Mol Biol Evol. 2021 Aug 23;38(9):3898-3909. doi: 10.1093/molbev/msab085.
Enhancers are often studied as noncoding regulatory elements that modulate the precise spatiotemporal expression of genes in a highly tissue-specific manner. This paradigm has been challenged by recent evidence of individual enhancers acting in multiple tissues or developmental contexts. However, the frequency of these enhancers with high degrees of "pleiotropy" out of all putative enhancers is not well understood. Consequently, it is unclear how the variation of enhancer pleiotropy corresponds to the variation in expression breadth of target genes. Here, we use multi-tissue chromatin maps from diverse human tissues to investigate the enhancer-gene interaction architecture while accounting for 1) the distribution of enhancer pleiotropy, 2) the variations of regulatory links from enhancers to target genes, and 3) the expression breadth of target genes. We show that most enhancers are tissue-specific and that highly pleiotropy enhancers account for <1% of all putative regulatory sequences in the human genome. Notably, several genomic features are indicative of increasing enhancer pleiotropy, including longer sequence length, greater number of links to genes, increasing abundance and diversity of encoded transcription factor motifs, and stronger evolutionary conservation. Intriguingly, the number of enhancers per gene remains remarkably consistent for all genes (∼14). However, enhancer pleiotropy does not directly translate to the expression breadth of target genes. We further present a series of Gaussian Mixture Models to represent this organization architecture. Consequently, we demonstrate that a modest trend of more pleiotropic enhancers targeting more broadly expressed genes can generate the observed diversity of expression breadths in the human genome.

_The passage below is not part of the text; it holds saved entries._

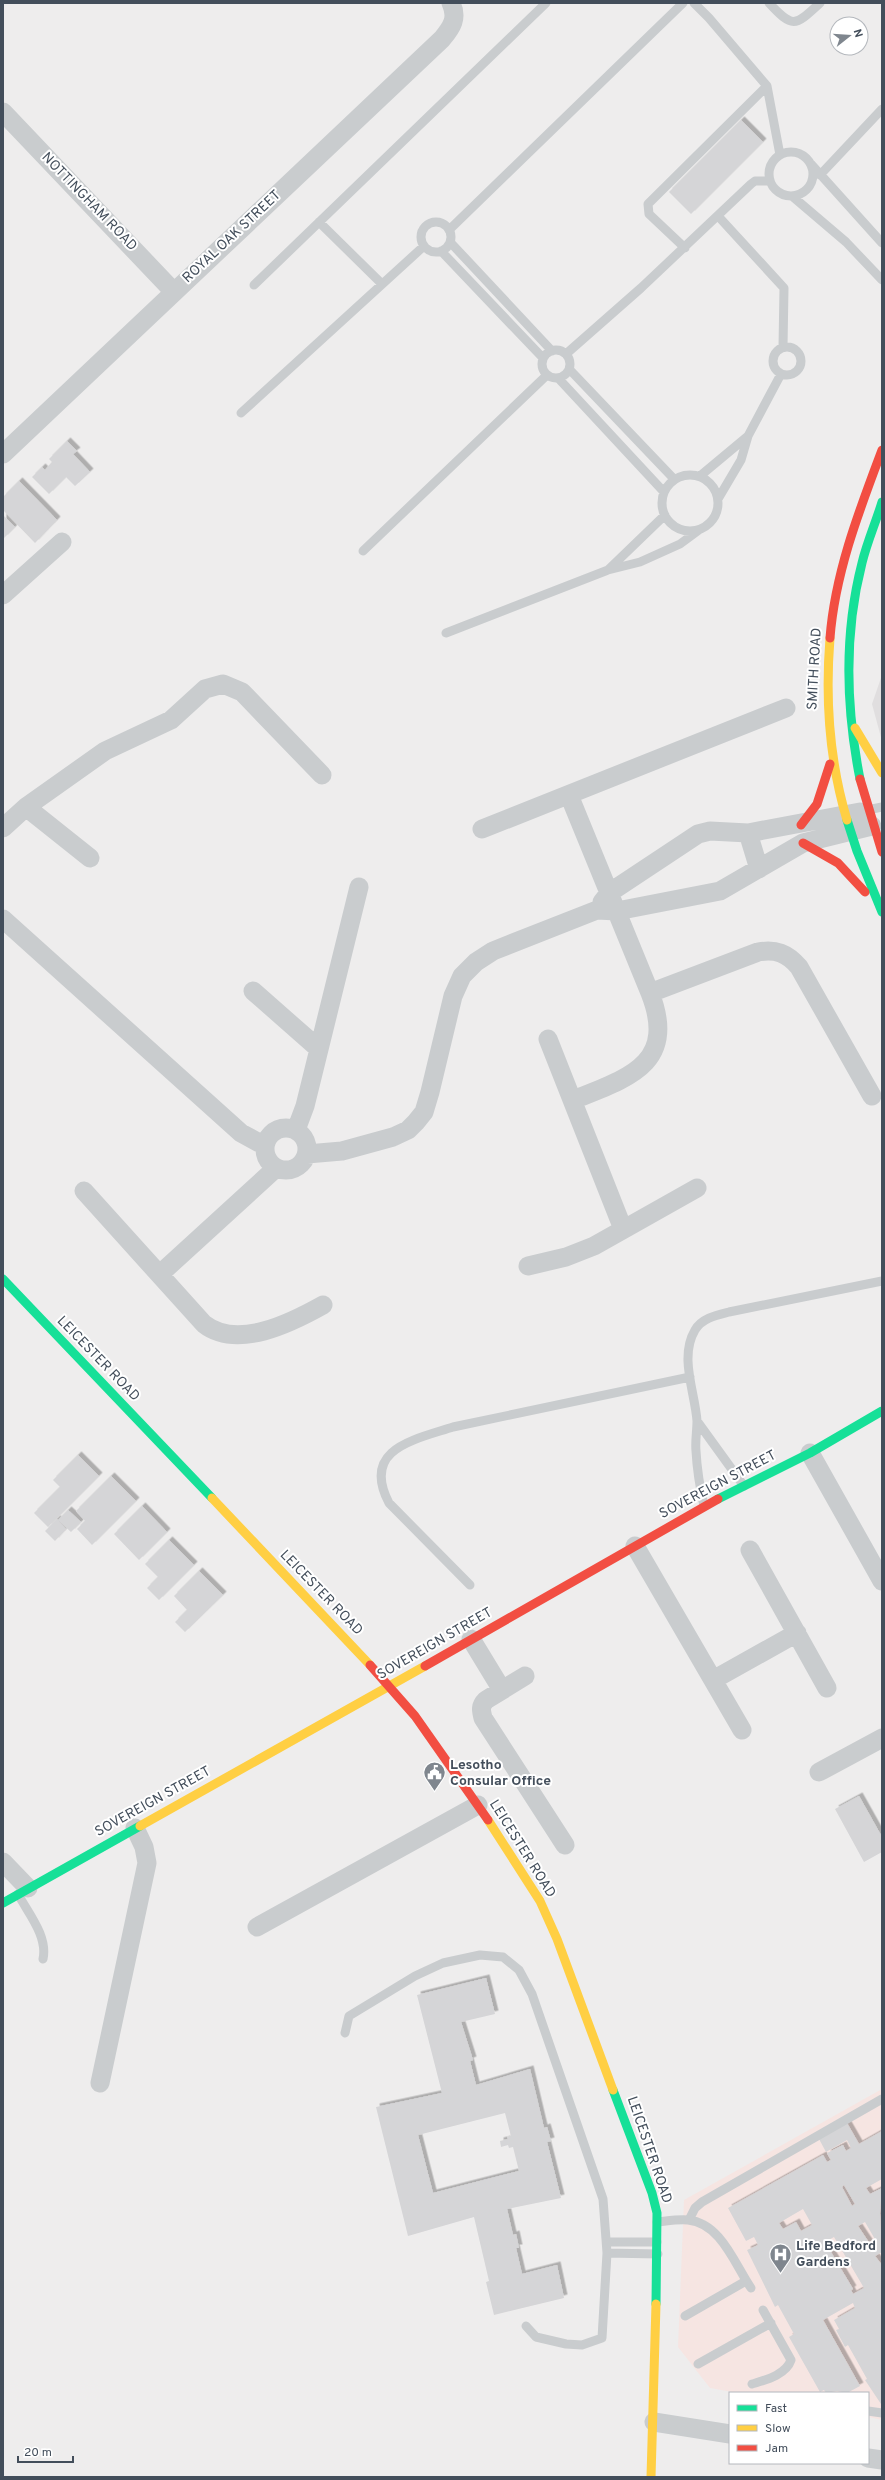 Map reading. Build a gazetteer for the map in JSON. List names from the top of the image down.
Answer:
{
  "streets": {
    "street": [
      "NOTTINGHAM ROAD",
      "ROYAL OAK STREET",
      "SMITH ROAD",
      "LEICESTER ROAD",
      "SOVEREIGN STREET"
    ]
  },
  "crossings": [
    ["NOTTINGHAM ROAD", "ROYAL OAK STREET"],
    ["LEICESTER ROAD", "SOVEREIGN STREET"]
  ],
  "places": {
    "public building": ["Lesotho Consular Office"],
    "hospital": ["Life Bedford Gardens"]
  },
  "legend": ["Fast", "Slow", "Jam"],
  "scale_bar": "20 m",
  "north": "right"
} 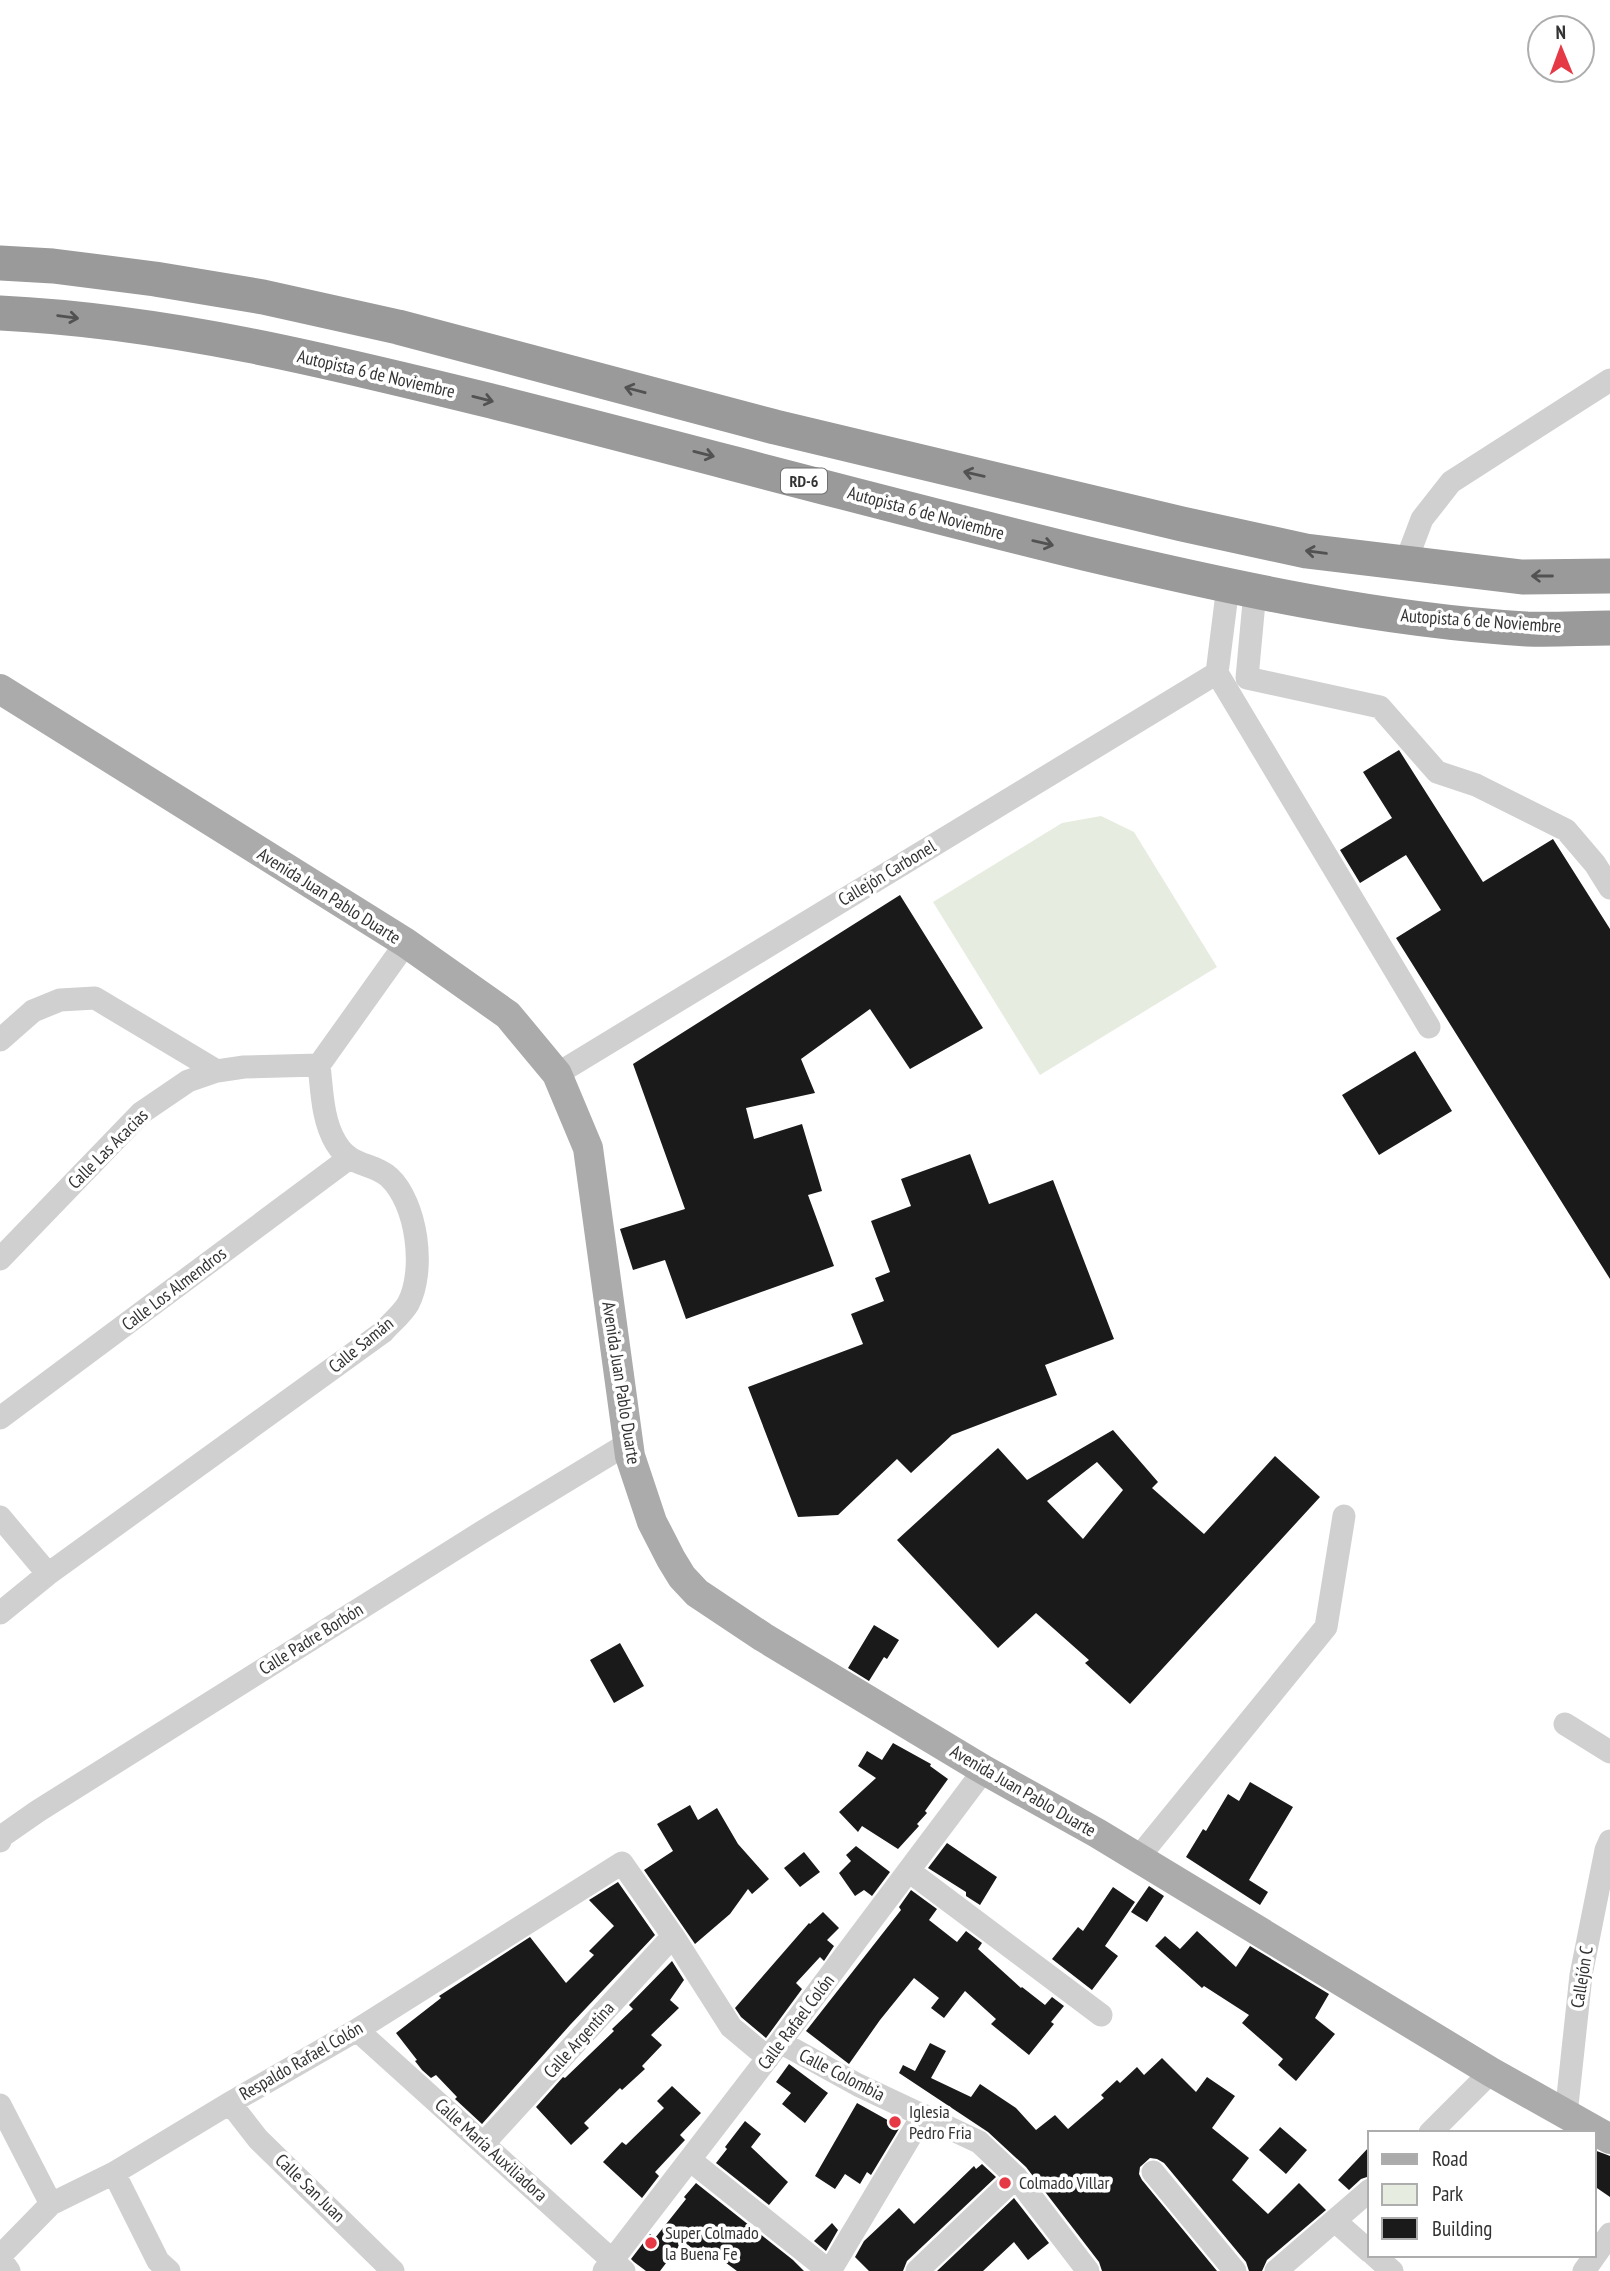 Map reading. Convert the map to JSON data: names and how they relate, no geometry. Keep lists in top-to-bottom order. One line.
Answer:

增强子通常被研究为非编码调控元件,以高度组织特异性的方式调节基因的精确时空表达。这一范式受到了最近的证据的挑战,即单个增强子在多个组织或发育环境中发挥作用。然而,具有高度“多效性”的这些增强子在所有假定的增强子中的频率尚不清楚。因此,不清楚增强子多效性的变化如何与靶基因表达广度的变化相对应。在这里,我们使用来自不同人类组织的多组织染色质图谱来研究增强子-基因相互作用的结构,同时考虑到 1)增强子多效性的分布,2)从增强子到靶基因的调控联系的变化,以及 3)靶基因的表达广度。我们表明,大多数增强子是组织特异性的,高度多效性的增强子仅占人类基因组中所有假定调控序列的<1%。值得注意的是,几个基因组特征表明增强子的多效性增加,包括更长的序列长度、与基因的链接数量增加、编码转录因子基序的丰度和多样性增加,以及更强的进化保守性。有趣的是,每个基因的增强子数量对于所有基因来说仍然非常一致(约为 14)。然而,增强子的多效性并不能直接转化为靶基因的表达广度。我们进一步提出了一系列高斯混合模型来表示这种组织架构。因此,我们证明了一个适度的趋势,即更多的多效性增强子靶向更广泛表达的基因,可以产生人类基因组中观察到的表达广度的多样性。